A line belongs in the answer only if it contains the word "block"; copy every such line from the listing below.

%%

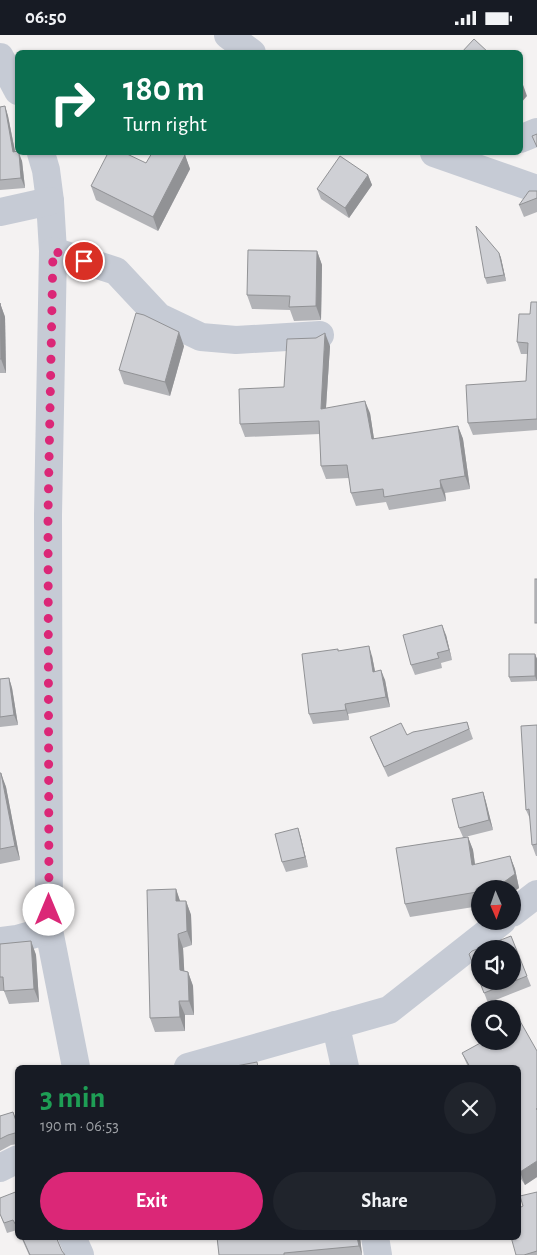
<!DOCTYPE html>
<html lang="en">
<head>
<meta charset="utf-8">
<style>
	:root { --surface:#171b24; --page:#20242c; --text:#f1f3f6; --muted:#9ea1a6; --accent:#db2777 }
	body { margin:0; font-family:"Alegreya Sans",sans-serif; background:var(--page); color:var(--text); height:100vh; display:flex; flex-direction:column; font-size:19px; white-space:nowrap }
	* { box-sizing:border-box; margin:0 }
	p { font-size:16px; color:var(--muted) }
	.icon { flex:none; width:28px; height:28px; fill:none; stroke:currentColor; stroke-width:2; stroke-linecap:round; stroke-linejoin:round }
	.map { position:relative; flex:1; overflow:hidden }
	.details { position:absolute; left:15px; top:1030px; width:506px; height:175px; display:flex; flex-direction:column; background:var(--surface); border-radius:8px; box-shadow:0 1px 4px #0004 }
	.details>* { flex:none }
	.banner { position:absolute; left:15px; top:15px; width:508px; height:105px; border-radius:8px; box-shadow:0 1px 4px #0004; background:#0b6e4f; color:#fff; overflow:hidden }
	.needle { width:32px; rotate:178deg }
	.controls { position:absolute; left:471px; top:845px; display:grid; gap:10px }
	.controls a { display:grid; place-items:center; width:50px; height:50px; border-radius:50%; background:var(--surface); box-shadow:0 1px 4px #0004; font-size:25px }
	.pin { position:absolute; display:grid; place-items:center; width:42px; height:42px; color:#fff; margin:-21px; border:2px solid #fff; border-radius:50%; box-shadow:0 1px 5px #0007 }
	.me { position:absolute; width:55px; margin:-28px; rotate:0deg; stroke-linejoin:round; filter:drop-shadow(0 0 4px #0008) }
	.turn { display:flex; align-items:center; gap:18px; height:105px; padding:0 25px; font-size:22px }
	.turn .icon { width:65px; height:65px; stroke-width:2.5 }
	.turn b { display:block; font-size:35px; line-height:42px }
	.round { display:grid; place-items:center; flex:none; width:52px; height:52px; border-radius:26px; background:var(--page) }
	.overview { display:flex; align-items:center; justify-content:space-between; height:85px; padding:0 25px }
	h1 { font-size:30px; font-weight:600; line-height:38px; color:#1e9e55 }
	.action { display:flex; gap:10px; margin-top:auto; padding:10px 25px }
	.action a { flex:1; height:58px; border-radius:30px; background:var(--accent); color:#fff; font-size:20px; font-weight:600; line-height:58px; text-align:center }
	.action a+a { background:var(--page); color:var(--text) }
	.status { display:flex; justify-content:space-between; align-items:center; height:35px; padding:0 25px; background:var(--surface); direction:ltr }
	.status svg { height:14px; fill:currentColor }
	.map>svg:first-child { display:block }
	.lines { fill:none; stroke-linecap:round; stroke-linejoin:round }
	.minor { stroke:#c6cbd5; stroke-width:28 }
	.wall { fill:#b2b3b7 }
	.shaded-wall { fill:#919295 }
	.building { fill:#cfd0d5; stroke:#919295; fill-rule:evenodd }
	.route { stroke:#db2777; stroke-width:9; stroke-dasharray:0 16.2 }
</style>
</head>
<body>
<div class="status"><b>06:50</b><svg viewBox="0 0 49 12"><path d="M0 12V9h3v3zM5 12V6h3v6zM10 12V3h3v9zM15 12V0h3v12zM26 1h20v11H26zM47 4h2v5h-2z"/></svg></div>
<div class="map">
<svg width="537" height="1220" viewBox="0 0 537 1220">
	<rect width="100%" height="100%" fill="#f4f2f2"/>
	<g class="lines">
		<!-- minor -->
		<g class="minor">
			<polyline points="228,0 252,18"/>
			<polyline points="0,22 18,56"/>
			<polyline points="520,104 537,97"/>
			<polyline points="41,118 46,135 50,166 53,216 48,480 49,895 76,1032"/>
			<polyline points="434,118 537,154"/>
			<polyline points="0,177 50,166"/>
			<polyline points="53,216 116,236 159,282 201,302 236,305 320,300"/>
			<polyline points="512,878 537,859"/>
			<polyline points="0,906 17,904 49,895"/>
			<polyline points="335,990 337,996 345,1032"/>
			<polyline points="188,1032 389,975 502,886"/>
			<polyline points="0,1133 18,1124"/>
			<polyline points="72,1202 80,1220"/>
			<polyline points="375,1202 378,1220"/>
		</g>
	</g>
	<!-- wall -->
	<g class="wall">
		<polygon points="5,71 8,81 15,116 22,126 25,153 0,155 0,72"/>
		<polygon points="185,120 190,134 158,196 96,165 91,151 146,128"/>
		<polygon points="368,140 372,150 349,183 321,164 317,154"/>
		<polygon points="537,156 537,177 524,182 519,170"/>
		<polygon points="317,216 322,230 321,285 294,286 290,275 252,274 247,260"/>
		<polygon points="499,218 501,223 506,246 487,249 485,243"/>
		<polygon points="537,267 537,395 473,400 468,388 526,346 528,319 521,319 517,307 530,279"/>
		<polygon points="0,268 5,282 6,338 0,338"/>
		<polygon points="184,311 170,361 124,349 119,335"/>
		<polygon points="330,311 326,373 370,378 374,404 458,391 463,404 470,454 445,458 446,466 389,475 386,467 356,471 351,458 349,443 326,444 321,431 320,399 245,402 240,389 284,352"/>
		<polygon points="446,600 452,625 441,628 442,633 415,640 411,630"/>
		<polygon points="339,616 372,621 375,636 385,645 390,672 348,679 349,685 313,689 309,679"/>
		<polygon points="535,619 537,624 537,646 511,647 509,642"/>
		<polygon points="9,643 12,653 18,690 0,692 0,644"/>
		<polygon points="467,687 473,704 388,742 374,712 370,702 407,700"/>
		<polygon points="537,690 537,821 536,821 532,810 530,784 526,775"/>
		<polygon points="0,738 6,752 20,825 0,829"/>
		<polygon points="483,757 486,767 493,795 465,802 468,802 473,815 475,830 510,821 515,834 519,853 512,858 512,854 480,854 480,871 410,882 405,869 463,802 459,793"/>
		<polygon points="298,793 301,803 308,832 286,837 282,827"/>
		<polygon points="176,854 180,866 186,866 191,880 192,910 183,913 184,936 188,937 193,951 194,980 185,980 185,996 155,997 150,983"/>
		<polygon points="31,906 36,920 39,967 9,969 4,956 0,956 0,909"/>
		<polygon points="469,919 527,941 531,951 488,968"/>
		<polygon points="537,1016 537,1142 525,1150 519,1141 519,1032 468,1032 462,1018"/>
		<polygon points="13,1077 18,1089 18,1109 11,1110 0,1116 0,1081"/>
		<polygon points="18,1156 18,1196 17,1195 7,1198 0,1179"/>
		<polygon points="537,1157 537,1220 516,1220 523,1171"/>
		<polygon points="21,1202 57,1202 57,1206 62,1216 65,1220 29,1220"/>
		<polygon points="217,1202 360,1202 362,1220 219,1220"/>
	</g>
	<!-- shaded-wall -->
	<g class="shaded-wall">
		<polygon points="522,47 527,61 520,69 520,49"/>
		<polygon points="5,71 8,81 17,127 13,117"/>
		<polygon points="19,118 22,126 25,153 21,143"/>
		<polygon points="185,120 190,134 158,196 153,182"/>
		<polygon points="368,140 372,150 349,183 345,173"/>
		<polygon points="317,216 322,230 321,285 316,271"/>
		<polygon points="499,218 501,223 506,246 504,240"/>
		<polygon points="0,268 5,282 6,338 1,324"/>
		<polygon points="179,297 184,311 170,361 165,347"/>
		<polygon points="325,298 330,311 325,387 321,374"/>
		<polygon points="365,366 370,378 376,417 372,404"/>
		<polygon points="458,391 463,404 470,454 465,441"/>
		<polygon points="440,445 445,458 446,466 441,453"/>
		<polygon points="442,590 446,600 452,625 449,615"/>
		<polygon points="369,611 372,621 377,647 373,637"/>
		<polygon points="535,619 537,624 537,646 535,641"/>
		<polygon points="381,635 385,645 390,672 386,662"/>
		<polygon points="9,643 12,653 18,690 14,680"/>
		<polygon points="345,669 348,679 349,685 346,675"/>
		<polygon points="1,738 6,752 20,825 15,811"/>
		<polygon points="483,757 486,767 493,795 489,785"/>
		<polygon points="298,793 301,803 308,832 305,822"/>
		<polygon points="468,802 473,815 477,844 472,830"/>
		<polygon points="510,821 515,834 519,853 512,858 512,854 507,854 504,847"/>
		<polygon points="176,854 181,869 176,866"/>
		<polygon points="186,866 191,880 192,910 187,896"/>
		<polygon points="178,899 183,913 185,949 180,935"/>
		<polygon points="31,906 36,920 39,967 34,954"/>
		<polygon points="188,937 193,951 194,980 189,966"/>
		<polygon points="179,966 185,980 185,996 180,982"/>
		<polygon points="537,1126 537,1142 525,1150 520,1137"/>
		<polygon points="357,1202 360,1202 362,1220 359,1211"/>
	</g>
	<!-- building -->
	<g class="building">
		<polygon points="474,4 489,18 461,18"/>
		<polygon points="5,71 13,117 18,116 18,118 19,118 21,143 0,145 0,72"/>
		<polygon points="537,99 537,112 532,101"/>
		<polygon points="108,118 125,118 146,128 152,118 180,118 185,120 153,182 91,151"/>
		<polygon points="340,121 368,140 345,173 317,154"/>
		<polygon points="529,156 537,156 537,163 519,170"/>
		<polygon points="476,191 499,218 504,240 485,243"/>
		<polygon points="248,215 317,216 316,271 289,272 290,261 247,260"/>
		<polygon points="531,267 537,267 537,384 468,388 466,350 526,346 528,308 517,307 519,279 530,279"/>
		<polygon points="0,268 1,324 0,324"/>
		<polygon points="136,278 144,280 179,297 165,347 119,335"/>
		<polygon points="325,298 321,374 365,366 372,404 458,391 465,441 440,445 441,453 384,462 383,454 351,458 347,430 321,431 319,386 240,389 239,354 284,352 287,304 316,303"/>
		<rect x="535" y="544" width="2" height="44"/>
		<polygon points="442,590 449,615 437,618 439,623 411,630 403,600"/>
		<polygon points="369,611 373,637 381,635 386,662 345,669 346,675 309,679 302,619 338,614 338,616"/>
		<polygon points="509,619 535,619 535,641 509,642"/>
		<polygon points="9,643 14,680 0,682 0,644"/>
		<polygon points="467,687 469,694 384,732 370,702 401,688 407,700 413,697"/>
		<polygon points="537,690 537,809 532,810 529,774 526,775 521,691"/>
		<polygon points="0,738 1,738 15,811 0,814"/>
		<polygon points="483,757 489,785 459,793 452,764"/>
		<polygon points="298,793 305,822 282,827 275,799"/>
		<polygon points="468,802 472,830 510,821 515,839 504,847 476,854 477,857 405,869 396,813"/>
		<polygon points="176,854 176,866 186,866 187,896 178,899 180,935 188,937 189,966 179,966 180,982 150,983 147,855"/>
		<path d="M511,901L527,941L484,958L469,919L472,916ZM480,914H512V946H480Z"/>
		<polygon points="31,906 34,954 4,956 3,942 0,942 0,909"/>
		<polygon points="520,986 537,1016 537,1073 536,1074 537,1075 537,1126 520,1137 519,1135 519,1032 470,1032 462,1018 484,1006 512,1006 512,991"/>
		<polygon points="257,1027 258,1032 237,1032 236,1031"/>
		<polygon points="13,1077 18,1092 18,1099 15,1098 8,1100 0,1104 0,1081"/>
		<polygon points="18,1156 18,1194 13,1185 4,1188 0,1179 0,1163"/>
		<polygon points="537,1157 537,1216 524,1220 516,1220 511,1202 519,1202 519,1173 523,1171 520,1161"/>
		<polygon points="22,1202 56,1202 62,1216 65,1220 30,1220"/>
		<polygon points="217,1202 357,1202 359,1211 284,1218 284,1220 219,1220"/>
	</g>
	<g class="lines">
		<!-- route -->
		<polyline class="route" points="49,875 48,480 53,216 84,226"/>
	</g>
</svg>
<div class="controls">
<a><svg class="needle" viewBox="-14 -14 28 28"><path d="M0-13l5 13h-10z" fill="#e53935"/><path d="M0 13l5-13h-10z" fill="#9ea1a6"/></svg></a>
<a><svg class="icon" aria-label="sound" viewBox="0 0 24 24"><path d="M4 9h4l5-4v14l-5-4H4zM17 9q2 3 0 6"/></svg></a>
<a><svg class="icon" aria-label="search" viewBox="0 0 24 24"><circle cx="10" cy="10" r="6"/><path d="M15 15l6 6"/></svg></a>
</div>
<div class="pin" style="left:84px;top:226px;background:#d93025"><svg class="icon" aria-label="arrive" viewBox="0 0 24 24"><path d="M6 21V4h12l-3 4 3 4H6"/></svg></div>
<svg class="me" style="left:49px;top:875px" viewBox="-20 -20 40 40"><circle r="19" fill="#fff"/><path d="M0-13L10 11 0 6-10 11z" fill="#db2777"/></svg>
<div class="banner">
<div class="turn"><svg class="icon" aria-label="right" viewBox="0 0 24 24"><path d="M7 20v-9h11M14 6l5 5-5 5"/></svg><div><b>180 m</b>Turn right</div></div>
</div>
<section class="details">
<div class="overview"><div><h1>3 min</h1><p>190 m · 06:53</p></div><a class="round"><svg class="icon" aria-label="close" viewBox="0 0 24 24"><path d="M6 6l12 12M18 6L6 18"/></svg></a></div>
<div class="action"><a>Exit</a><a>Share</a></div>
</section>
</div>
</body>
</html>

%%

SOLUTION TO THIS EXERCISE =>
	.turn b { display:block; font-size:35px; line-height:42px }
	.map>svg:first-child { display:block }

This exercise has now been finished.